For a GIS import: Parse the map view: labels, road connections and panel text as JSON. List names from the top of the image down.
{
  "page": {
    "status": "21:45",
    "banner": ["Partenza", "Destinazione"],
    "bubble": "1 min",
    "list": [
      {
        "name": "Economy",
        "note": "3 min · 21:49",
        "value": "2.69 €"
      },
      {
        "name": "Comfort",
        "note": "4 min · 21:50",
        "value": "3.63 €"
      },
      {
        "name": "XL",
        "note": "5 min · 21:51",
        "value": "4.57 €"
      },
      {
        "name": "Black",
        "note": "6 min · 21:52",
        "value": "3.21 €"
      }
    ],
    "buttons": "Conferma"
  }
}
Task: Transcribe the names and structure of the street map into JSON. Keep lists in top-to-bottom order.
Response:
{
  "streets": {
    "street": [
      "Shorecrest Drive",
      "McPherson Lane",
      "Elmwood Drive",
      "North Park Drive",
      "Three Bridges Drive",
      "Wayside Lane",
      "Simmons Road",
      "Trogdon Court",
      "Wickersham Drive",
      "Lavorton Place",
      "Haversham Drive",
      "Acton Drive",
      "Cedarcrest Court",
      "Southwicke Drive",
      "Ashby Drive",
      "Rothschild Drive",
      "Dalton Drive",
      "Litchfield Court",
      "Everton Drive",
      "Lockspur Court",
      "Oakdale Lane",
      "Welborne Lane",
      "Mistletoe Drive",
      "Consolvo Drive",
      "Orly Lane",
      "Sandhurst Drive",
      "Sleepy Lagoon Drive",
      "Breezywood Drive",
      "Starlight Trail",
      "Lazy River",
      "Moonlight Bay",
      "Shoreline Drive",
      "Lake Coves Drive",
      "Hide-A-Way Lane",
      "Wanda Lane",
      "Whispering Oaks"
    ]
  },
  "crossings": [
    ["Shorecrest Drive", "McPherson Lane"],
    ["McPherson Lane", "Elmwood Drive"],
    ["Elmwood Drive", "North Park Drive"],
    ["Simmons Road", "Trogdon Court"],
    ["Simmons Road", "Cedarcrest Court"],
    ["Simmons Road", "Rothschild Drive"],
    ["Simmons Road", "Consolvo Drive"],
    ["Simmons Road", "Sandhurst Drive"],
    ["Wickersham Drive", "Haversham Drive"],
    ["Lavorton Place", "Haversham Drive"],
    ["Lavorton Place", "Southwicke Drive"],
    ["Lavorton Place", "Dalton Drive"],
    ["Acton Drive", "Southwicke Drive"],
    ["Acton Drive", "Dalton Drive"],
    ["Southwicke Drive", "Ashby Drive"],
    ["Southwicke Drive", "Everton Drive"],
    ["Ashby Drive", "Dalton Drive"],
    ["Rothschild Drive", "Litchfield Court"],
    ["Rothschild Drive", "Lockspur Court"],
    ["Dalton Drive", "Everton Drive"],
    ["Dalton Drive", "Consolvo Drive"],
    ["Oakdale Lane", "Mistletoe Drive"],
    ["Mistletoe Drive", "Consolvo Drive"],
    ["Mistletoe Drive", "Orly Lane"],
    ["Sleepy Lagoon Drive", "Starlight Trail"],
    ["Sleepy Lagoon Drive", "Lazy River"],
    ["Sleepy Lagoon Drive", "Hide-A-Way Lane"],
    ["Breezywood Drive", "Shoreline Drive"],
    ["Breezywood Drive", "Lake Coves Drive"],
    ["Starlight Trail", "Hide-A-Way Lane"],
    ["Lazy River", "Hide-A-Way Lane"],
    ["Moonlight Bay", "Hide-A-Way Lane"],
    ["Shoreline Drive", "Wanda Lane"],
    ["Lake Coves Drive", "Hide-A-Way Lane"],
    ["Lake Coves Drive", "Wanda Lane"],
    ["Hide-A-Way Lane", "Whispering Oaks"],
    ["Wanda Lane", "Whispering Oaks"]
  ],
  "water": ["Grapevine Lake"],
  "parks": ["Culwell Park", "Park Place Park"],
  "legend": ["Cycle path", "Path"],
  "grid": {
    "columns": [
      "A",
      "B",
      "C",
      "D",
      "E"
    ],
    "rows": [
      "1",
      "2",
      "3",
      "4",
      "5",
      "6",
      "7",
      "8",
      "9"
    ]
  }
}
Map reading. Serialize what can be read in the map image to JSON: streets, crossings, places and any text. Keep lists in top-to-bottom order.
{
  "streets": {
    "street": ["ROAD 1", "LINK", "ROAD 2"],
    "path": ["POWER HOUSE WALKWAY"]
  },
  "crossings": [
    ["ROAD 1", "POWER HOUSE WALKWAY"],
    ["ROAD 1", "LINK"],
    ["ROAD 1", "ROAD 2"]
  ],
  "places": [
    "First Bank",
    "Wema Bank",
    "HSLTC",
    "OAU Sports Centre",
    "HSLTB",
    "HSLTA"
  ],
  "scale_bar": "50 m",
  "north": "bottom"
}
++++++++++++++++++++
**Activity:** Nothing in the listing should change; repeat it in full.

**Answer to the problem:**
For a GIS import: Parse the map view: labels, road connections and panel text as JSON. List names from the top of the image down.
{
  "page": {
    "status": "21:45",
    "banner": ["Partenza", "Destinazione"],
    "bubble": "1 min",
    "list": [
      {
        "name": "Economy",
        "note": "3 min · 21:49",
        "value": "2.69 €"
      },
      {
        "name": "Comfort",
        "note": "4 min · 21:50",
        "value": "3.63 €"
      },
      {
        "name": "XL",
        "note": "5 min · 21:51",
        "value": "4.57 €"
      },
      {
        "name": "Black",
        "note": "6 min · 21:52",
        "value": "3.21 €"
      }
    ],
    "buttons": "Conferma"
  }
}
Task: Transcribe the names and structure of the street map into JSON. Keep lists in top-to-bottom order.
Response:
{
  "streets": {
    "street": [
      "Shorecrest Drive",
      "McPherson Lane",
      "Elmwood Drive",
      "North Park Drive",
      "Three Bridges Drive",
      "Wayside Lane",
      "Simmons Road",
      "Trogdon Court",
      "Wickersham Drive",
      "Lavorton Place",
      "Haversham Drive",
      "Acton Drive",
      "Cedarcrest Court",
      "Southwicke Drive",
      "Ashby Drive",
      "Rothschild Drive",
      "Dalton Drive",
      "Litchfield Court",
      "Everton Drive",
      "Lockspur Court",
      "Oakdale Lane",
      "Welborne Lane",
      "Mistletoe Drive",
      "Consolvo Drive",
      "Orly Lane",
      "Sandhurst Drive",
      "Sleepy Lagoon Drive",
      "Breezywood Drive",
      "Starlight Trail",
      "Lazy River",
      "Moonlight Bay",
      "Shoreline Drive",
      "Lake Coves Drive",
      "Hide-A-Way Lane",
      "Wanda Lane",
      "Whispering Oaks"
    ]
  },
  "crossings": [
    ["Shorecrest Drive", "McPherson Lane"],
    ["McPherson Lane", "Elmwood Drive"],
    ["Elmwood Drive", "North Park Drive"],
    ["Simmons Road", "Trogdon Court"],
    ["Simmons Road", "Cedarcrest Court"],
    ["Simmons Road", "Rothschild Drive"],
    ["Simmons Road", "Consolvo Drive"],
    ["Simmons Road", "Sandhurst Drive"],
    ["Wickersham Drive", "Haversham Drive"],
    ["Lavorton Place", "Haversham Drive"],
    ["Lavorton Place", "Southwicke Drive"],
    ["Lavorton Place", "Dalton Drive"],
    ["Acton Drive", "Southwicke Drive"],
    ["Acton Drive", "Dalton Drive"],
    ["Southwicke Drive", "Ashby Drive"],
    ["Southwicke Drive", "Everton Drive"],
    ["Ashby Drive", "Dalton Drive"],
    ["Rothschild Drive", "Litchfield Court"],
    ["Rothschild Drive", "Lockspur Court"],
    ["Dalton Drive", "Everton Drive"],
    ["Dalton Drive", "Consolvo Drive"],
    ["Oakdale Lane", "Mistletoe Drive"],
    ["Mistletoe Drive", "Consolvo Drive"],
    ["Mistletoe Drive", "Orly Lane"],
    ["Sleepy Lagoon Drive", "Starlight Trail"],
    ["Sleepy Lagoon Drive", "Lazy River"],
    ["Sleepy Lagoon Drive", "Hide-A-Way Lane"],
    ["Breezywood Drive", "Shoreline Drive"],
    ["Breezywood Drive", "Lake Coves Drive"],
    ["Starlight Trail", "Hide-A-Way Lane"],
    ["Lazy River", "Hide-A-Way Lane"],
    ["Moonlight Bay", "Hide-A-Way Lane"],
    ["Shoreline Drive", "Wanda Lane"],
    ["Lake Coves Drive", "Hide-A-Way Lane"],
    ["Lake Coves Drive", "Wanda Lane"],
    ["Hide-A-Way Lane", "Whispering Oaks"],
    ["Wanda Lane", "Whispering Oaks"]
  ],
  "water": ["Grapevine Lake"],
  "parks": ["Culwell Park", "Park Place Park"],
  "legend": ["Cycle path", "Path"],
  "grid": {
    "columns": [
      "A",
      "B",
      "C",
      "D",
      "E"
    ],
    "rows": [
      "1",
      "2",
      "3",
      "4",
      "5",
      "6",
      "7",
      "8",
      "9"
    ]
  }
}
Map reading. Serialize what can be read in the map image to JSON: streets, crossings, places and any text. Keep lists in top-to-bottom order.
{
  "streets": {
    "street": ["ROAD 1", "LINK", "ROAD 2"],
    "path": ["POWER HOUSE WALKWAY"]
  },
  "crossings": [
    ["ROAD 1", "POWER HOUSE WALKWAY"],
    ["ROAD 1", "LINK"],
    ["ROAD 1", "ROAD 2"]
  ],
  "places": [
    "First Bank",
    "Wema Bank",
    "HSLTC",
    "OAU Sports Centre",
    "HSLTB",
    "HSLTA"
  ],
  "scale_bar": "50 m",
  "north": "bottom"
}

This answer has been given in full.